The idea of a retreat had been planted in my heart in the first months after Hannah’s death. Holding her lifeless body in my arms, part of me had released itself; something in me had irreparably changed. I had known then that I would have to get away, to immerse myself in a silence that was only mine, if I were to ever understand fully what had happened, and to know what I was supposed to do next.
The Hermitage, the centre where I was now staying, had been established years ago by an elderly Mennonite couple who had converted a huge barn into several floors of small bedrooms, libraries and a kitchen/dining room. For a modest fee, guests were given their own room and bath, and encouraged to spend their days quietly on their own, reading, painting, writing or walking in the fields and surrounding woods. All meals, except for breakfast, were prepared by Mary and served to guests around the farm table in silence. It seemed the perfect space for my retreat.
Now, gazing around the room, I felt as if I had been transported into another, timeless place, far from any life I had ever known. The walls were panelled with knotted pine boards that climbed horizontally to the beamed ceiling. Two screened windows on wide hinges were open to the warm summer evening, their white lace curtains catching the breeze. A well-worn plank floor was partially covered by a brown braid rug, and along one wall, facing the largest window, was a double bed with a carved wooden headboard and muted patchwork quilt. A small teddy bear with button eyes and suede paws leaned against the pillow.
I laid my suitcase on the bed and began to unpack. I stacked my folded clothes in the drawers of the simple bureau, placed my new journal alongside a silver pen on the desk that sat beneath the window across from the bed; I slid several photographs of Claude, and our four children, Will, aged 10, Hannah, who would have been 7, Margaret, aged 3, and Madelaine, aged 2, under the edges of the window frame. In the drawers of the desk, I put pages of drawing paper, a few pencils and a deck of cards.
Beneath the second window, next to the dresser, was a small kneeling bench with a wooden shelf nailed to the wall above it. Here, I placed a votive candle and the gold cross I wore around my neck during the last year of Hannah’s life. When I had finished, I slid my suitcase under the bed, and sat down in the large, upholstered reading chair in the corner. From my vantage point, I could see fireflies blinking in the dark outside the windows. I sat quietly, not moving, feeling myself breathe, drinking it all in.
Mary had told me when I checked in that, apart from one other guest who was scheduled to arrive in a day or two, I would be on my own. Having shared a room with two younger sisters until I was 18, and never having lived on my own, the idea of such solitude and silence seemed too good to be true. As a wife and mother, I had become so accustomed to constant interruptions that I couldn’t help thinking, in the quiet of the room, that this peace couldn’t possibly last.

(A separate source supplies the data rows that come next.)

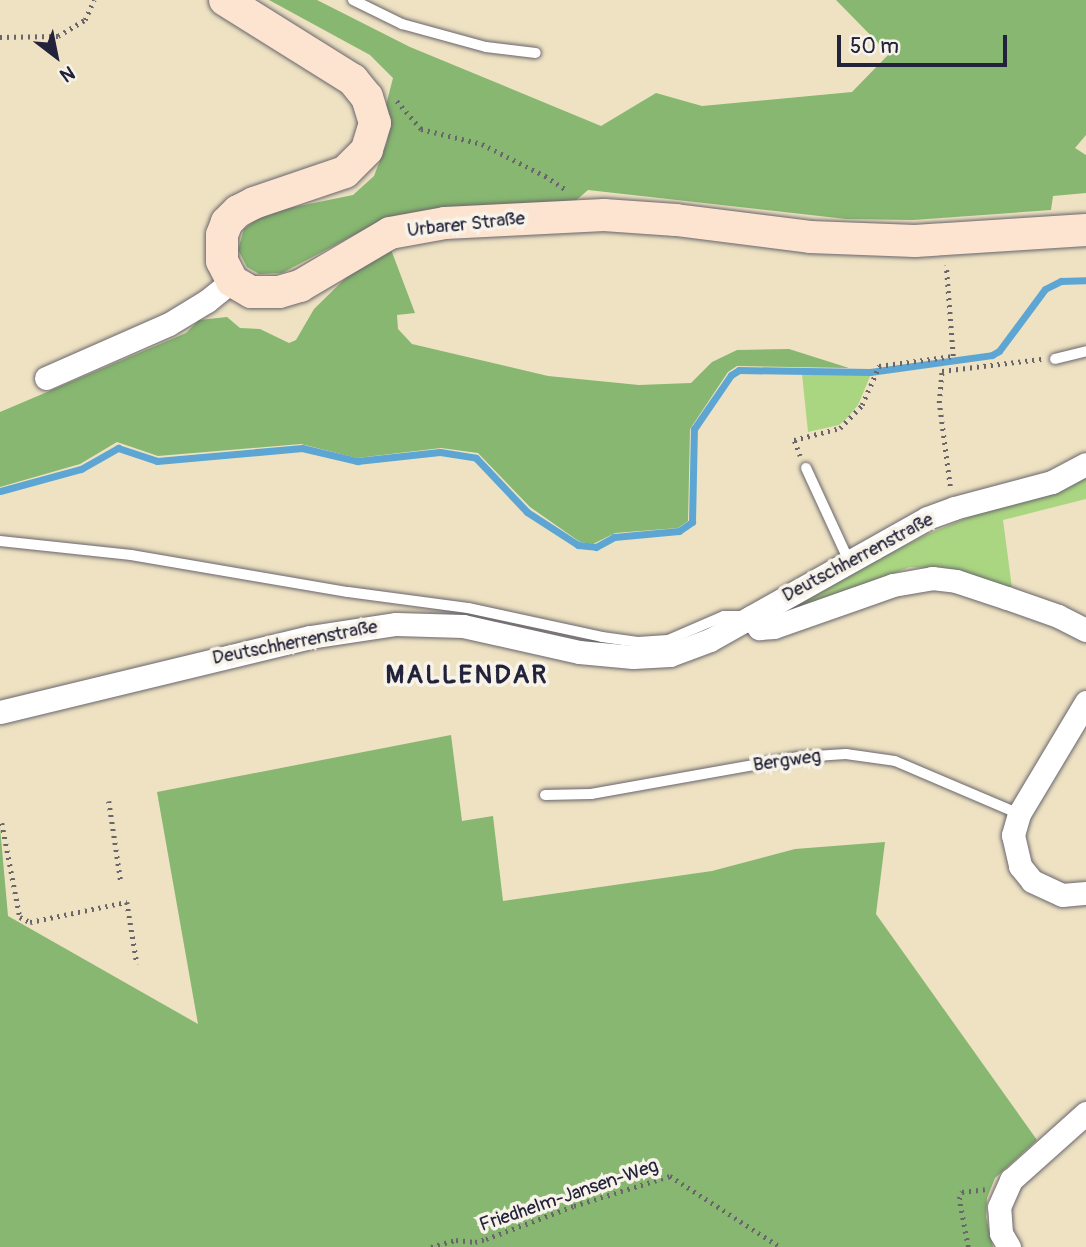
<!DOCTYPE html>
<meta charset="utf-8">
<style>
body{margin:0}
#map{position:relative;width:1086px;height:1247px;overflow:hidden;background:#eee2c3;font-family:Pangolin,sans-serif}
div>[style]{position:absolute}
[style*='--x']{left:calc(var(--x)*1px);top:calc(var(--y)*1px);width:calc(var(--w)*1px);rotate:calc(var(--a)*1deg)}
.green>*{inset:0;background:#aad682}
.forest>*{inset:0;background:#87b770}
.stream>*{height:7px;margin:-3.5px;padding:0 3.5px;transform-origin:3.5px;border-radius:3.5px;background:#5da6d4}
.path>*{height:4.5px;margin-top:-2.25px;transform-origin:0;background:repeating-linear-gradient(90deg,#69656b 0 2px,transparent 0 7px)}
.roads{filter:drop-shadow(0 0 2px #69656b) drop-shadow(0 0 2px #69656b)}
.lane>*{height:10px;margin:-5px;padding:0 5px;transform-origin:5px;border-radius:5px;background:#fff}
.street>*{height:23px;margin:-11.5px;padding:0 11.5px;transform-origin:11.5px;border-radius:11.5px;background:#fff}
.secondary>*{height:32px;margin:-16px;padding:0 16px;transform-origin:16px;border-radius:16px;background:#fde4d1}
span{translate:-50% -50%;white-space:nowrap;text-align:center;line-height:1.15;-webkit-text-stroke:7px #f7f3e8;paint-order:stroke}
.street-label{font-size:19px;color:#22223b}
.district-label{font-size:26px;color:#22223b;font-weight:700;letter-spacing:2px}
.north{position:absolute;left:21px;top:21px;width:70px;height:70px;-webkit-text-stroke:5px #f7f3e8;paint-order:stroke;rotate:148deg;font-size:19px;font-weight:700;line-height:28px;text-align:center;color:#22223b}
.north::after{content:'';display:block;margin:auto;width:24px;height:32px;background:#22223b;clip-path:polygon(50% 0,100% 100%,50% 72%,0 100%)}
.scale{position:absolute;left:837px;top:35px;width:170px;height:32px;box-sizing:border-box;border:4px solid #22223b;border-top:0;padding-left:9px;font-size:21px;line-height:24px;white-space:nowrap;color:#22223b;-webkit-text-stroke:5px #f7f3e8;paint-order:stroke}
</style>
<div id="map">
<div class="green">
<div style="clip-path:polygon(802px 374px,871px 374px,858px 405px,847px 418px,839px 425px,808px 432px)"></div>
<div style="clip-path:polygon(1086px 477px,1086px 499px,1003px 520px,1012px 588px,957px 570px,910px 567px,775px 619px,772px 614px,926px 535px,976px 514px,1063px 491px)"></div>
</div>
<div class="forest">
<div style="clip-path:polygon(269px 0,317px 0,410px 47px,601px 126px,656px 93px,702px 106px,852px 92px,889px 54px,836px 0,1086px 0,1086px 135px,1075px 148px,1086px 155px,1086px 193px,1053px 196px,1051px 210px,913px 220px,846px 219px,588px 190px,572px 204px,377px 223px,282px 273px,259px 274px,247px 267px,238px 250px,244px 229px,254px 221px,270px 212px,353px 195px,374px 176px,387px 142px,389px 128px,386px 105px,393px 78px,370px 55px)"></div>
<div style="clip-path:polygon(390px 247px,415px 313px,397px 315px,398px 329px,412px 344px,548px 376px,639px 385px,691px 383px,712px 362px,737px 350px,789px 349px,849px 368px,737px 366px,728px 372px,690px 429px,688px 521px,678px 528px,615px 533px,593px 544px,580px 542px,530px 507px,478px 453px,441px 448px,357px 458px,301px 444px,158px 456px,117px 442px,80px 464px,0 487px,0 412px,186px 333px,199px 320px,227px 317px,240px 328px,260px 329px,289px 343px,296px 340px,314px 309px,366px 258px)"></div>
<div style="clip-path:polygon(451px 735px,462px 821px,493px 816px,503px 901px,712px 871px,795px 849px,885px 842px,876px 914px,1037px 1140px,995px 1178px,987px 1198px,986px 1217px,993px 1247px,0 1247px,0 827px,8px 916px,198px 1024px,157px 792px)"></div>
</div>
<div class="stream">
<div style="--x:0;--y:491;--w:84;--a:-15.2"></div>
<div style="--x:81;--y:469;--w:43;--a:-29.6"></div>
<div style="--x:118;--y:448;--w:41;--a:18.4"></div>
<div style="--x:157;--y:461;--w:146;--a:-5.1"></div>
<div style="--x:302;--y:448;--w:57;--a:13.3"></div>
<div style="--x:357;--y:461;--w:83;--a:-6.2"></div>
<div style="--x:440;--y:452;--w:36;--a:9"></div>
<div style="--x:476;--y:458;--w:74;--a:46.6"></div>
<div style="--x:527;--y:512;--w:61;--a:32.9"></div>
<div style="--x:578;--y:545;--w:18;--a:6"></div>
<div style="--x:596;--y:547;--w:21;--a:-29"></div>
<div style="--x:614;--y:537;--w:65;--a:-5.3"></div>
<div style="--x:679;--y:531;--w:16;--a:-35"></div>
<div style="--x:692;--y:522;--w:93;--a:-88.8"></div>
<div style="--x:694;--y:429;--w:65;--a:-55.6"></div>
<div style="--x:731;--y:375;--w:9;--a:-32"></div>
<div style="--x:739;--y:370;--w:131;--a:0.9"></div>
<div style="--x:870;--y:372;--w:123;--a:-7.9"></div>
<div style="--x:992;--y:355;--w:8;--a:-30"></div>
<div style="--x:999;--y:351;--w:77;--a:-53.4"></div>
<div style="--x:1045;--y:289;--w:18;--a:-27"></div>
<div style="--x:1061;--y:281;--w:25;--a:-2"></div>
</div>
<div class="path">
<div style="--x:0;--y:37;--w:58;--a:-1"></div>
<div style="--x:58;--y:36;--w:31;--a:-31"></div>
<div style="--x:85;--y:20;--w:22;--a:-66"></div>
<div style="--x:397;--y:101;--w:37;--a:49"></div>
<div style="--x:421;--y:129;--w:63;--a:13.8"></div>
<div style="--x:482;--y:144;--w:71;--a:26.9"></div>
<div style="--x:545;--y:176;--w:27;--a:33"></div>
<div style="--x:800;--y:456;--w:17;--a:-111"></div>
<div style="--x:794;--y:440;--w:48;--a:-14.6"></div>
<div style="--x:840;--y:428;--w:32;--a:-46"></div>
<div style="--x:862;--y:405;--w:43;--a:-66.4"></div>
<div style="--x:879;--y:366;--w:75;--a:-7.7"></div>
<div style="--x:953;--y:356;--w:91;--a:-94.4"></div>
<div style="--x:950;--y:486;--w:84;--a:-97.5"></div>
<div style="--x:939;--y:403;--w:32;--a:-85"></div>
<div style="--x:942;--y:371;--w:100;--a:-6.9"></div>
<div style="--x:109;--y:801;--w:82;--a:81.6"></div>
<div style="--x:2;--y:823;--w:96;--a:79.2"></div>
<div style="--x:20;--y:917;--w:11;--a:27"></div>
<div style="--x:30;--y:922;--w:99;--a:-11.7"></div>
<div style="--x:127;--y:902;--w:63;--a:80.8"></div>
<div style="--x:431;--y:1247;--w:26;--a:-16"></div>
<div style="--x:456;--y:1240;--w:19;--a:6"></div>
<div style="--x:475;--y:1242;--w:11;--a:-15"></div>
<div style="--x:486;--y:1239;--w:94;--a:-20.6"></div>
<div style="--x:574;--y:1206;--w:101;--a:-17.4"></div>
<div style="--x:670;--y:1176;--w:131;--a:32.8"></div>
<div style="--x:968;--y:1247;--w:49;--a:-100.6"></div>
<div style="--x:959;--y:1199;--w:8;--a:-67"></div>
<div style="--x:962;--y:1192;--w:23;--a:-7"></div>
</div>
<div class="roads">
<div class="lane">
<div style="--x:353;--y:0;--w:55;--a:26.1"></div>
<div style="--x:402;--y:24;--w:87;--a:15.3"></div>
<div style="--x:486;--y:47;--w:50;--a:6.8"></div>
<div style="--x:1055;--y:359;--w:32;--a:-14"></div>
<div style="--x:806;--y:468;--w:102;--a:65.2"></div>
<div style="--x:0;--y:541;--w:132;--a:6.1"></div>
<div style="--x:131;--y:555;--w:220;--a:9.7"></div>
<div style="--x:348;--y:592;--w:121;--a:7.6"></div>
<div style="--x:468;--y:608;--w:137;--a:12.2"></div>
<div style="--x:602;--y:637;--w:36;--a:8"></div>
<div style="--x:638;--y:642;--w:30;--a:-4"></div>
<div style="--x:668;--y:640;--w:61;--a:-23.2"></div>
<div style="--x:724;--y:616;--w:19;--a:0"></div>
<div style="--x:545;--y:795;--w:46;--a:-1.2"></div>
<div style="--x:591;--y:794;--w:211;--a:-10.1"></div>
<div style="--x:799;--y:757;--w:47;--a:-3.7"></div>
<div style="--x:846;--y:754;--w:49;--a:8.1"></div>
<div style="--x:895;--y:761;--w:135;--a:23.1"></div>
</div>
<div class="street">
<div style="--x:46;--y:378;--w:134;--a:-23.7"></div>
<div style="--x:169;--y:324;--w:44;--a:-31.2"></div>
<div style="--x:207;--y:301;--w:32;--a:-39"></div>
<div style="--x:751;--y:617;--w:14;--a:54"></div>
<div style="--x:759;--y:628;--w:15;--a:-4"></div>
<div style="--x:774;--y:627;--w:126;--a:-19.4"></div>
<div style="--x:893;--y:585;--w:40;--a:-10"></div>
<div style="--x:932;--y:578;--w:24;--a:7"></div>
<div style="--x:956;--y:581;--w:54;--a:18.4"></div>
<div style="--x:1007;--y:598;--w:54;--a:19.4"></div>
<div style="--x:1058;--y:616;--w:31;--a:27"></div>
<div style="--x:1086;--y:702;--w:131;--a:120.9"></div>
<div style="--x:1019;--y:814;--w:22;--a:106"></div>
<div style="--x:1013;--y:835;--w:32;--a:77"></div>
<div style="--x:1020;--y:866;--w:19;--a:51"></div>
<div style="--x:1032;--y:881;--w:33;--a:25"></div>
<div style="--x:1062;--y:895;--w:24;--a:-5"></div>
<div style="--x:0;--y:712;--w:319;--a:-13.6"></div>
<div style="--x:310;--y:637;--w:87;--a:-8.6"></div>
<div style="--x:396;--y:624;--w:67;--a:1.7"></div>
<div style="--x:463;--y:626;--w:119;--a:12.6"></div>
<div style="--x:579;--y:652;--w:54;--a:5.3"></div>
<div style="--x:633;--y:657;--w:37;--a:-3"></div>
<div style="--x:670;--y:655;--w:43;--a:-20.6"></div>
<div style="--x:710;--y:640;--w:249;--a:-29.3"></div>
<div style="--x:927;--y:518;--w:29;--a:-20"></div>
<div style="--x:954;--y:508;--w:101;--a:-14.9"></div>
<div style="--x:1052;--y:482;--w:38;--a:-28"></div>
<div style="--x:1009;--y:1247;--w:16;--a:-120"></div>
<div style="--x:1001;--y:1233;--w:26;--a:-94"></div>
<div style="--x:999;--y:1207;--w:30;--a:-66"></div>
<div style="--x:1011;--y:1180;--w:101;--a:-41.8"></div>
</div>
<div class="secondary">
<div style="--x:225;--y:0;--w:151;--a:32"></div>
<div style="--x:353;--y:80;--w:22;--a:51"></div>
<div style="--x:367;--y:97;--w:27;--a:73"></div>
<div style="--x:375;--y:123;--w:28;--a:107"></div>
<div style="--x:367;--y:150;--w:31;--a:135"></div>
<div style="--x:345;--y:172;--w:96;--a:161.2"></div>
<div style="--x:254;--y:203;--w:18;--a:153"></div>
<div style="--x:238;--y:211;--w:16;--a:135"></div>
<div style="--x:227;--y:222;--w:14;--a:111"></div>
<div style="--x:222;--y:235;--w:26;--a:90"></div>
<div style="--x:222;--y:261;--w:22;--a:63"></div>
<div style="--x:232;--y:281;--w:22;--a:30"></div>
<div style="--x:251;--y:292;--w:28;--a:0"></div>
<div style="--x:279;--y:292;--w:22;--a:-16"></div>
<div style="--x:300;--y:286;--w:104;--a:-30.5"></div>
<div style="--x:390;--y:233;--w:56;--a:-10.3"></div>
<div style="--x:445;--y:223;--w:159;--a:-2.9"></div>
<div style="--x:604;--y:215;--w:72;--a:4"></div>
<div style="--x:676;--y:220;--w:135;--a:7.2"></div>
<div style="--x:810;--y:237;--w:105;--a:2.2"></div>
<div style="--x:915;--y:241;--w:171;--a:-3.7"></div>
</div>
</div>
<div class="street-label">
<span style="left:466px;top:225px;rotate:-6deg">Urbarer Straße</span>
<span style="left:858px;top:558px;rotate:-28deg">Deutschherrenstraße</span>
<span style="left:295px;top:643px;rotate:-11deg">Deutschherrenstraße</span>
<span style="left:787px;top:761px;rotate:-8deg">Bergweg</span>
<span style="left:569px;top:1196px;rotate:-19deg">Friedhelm-Jansen-Weg</span>
</div>
<div class="district-label">
<span style="left:467px;top:676px">MALLENDAR</span>
</div>
<div class="north">N</div>
<div class="scale">50 m</div>
</div>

Sitting in the light of the flickering lamp, I heard a rustling noise just outside the window. I felt a shiver up my spine, feeling suddenly frightened of being alone, as if I might be smothered by the room’s unfamiliar silence. Quickly, I stood up and with a running start leaped across the floor onto the bed, just as I had as a little girl, afraid of monsters that lurked in dark corners. Undressing beneath the covers, I dropped my clothes on the floor and burrowed beneath the soft sheets and thick quilt. Closing my eyes against the dark and silence, I fell almost immediately into a deep sleep.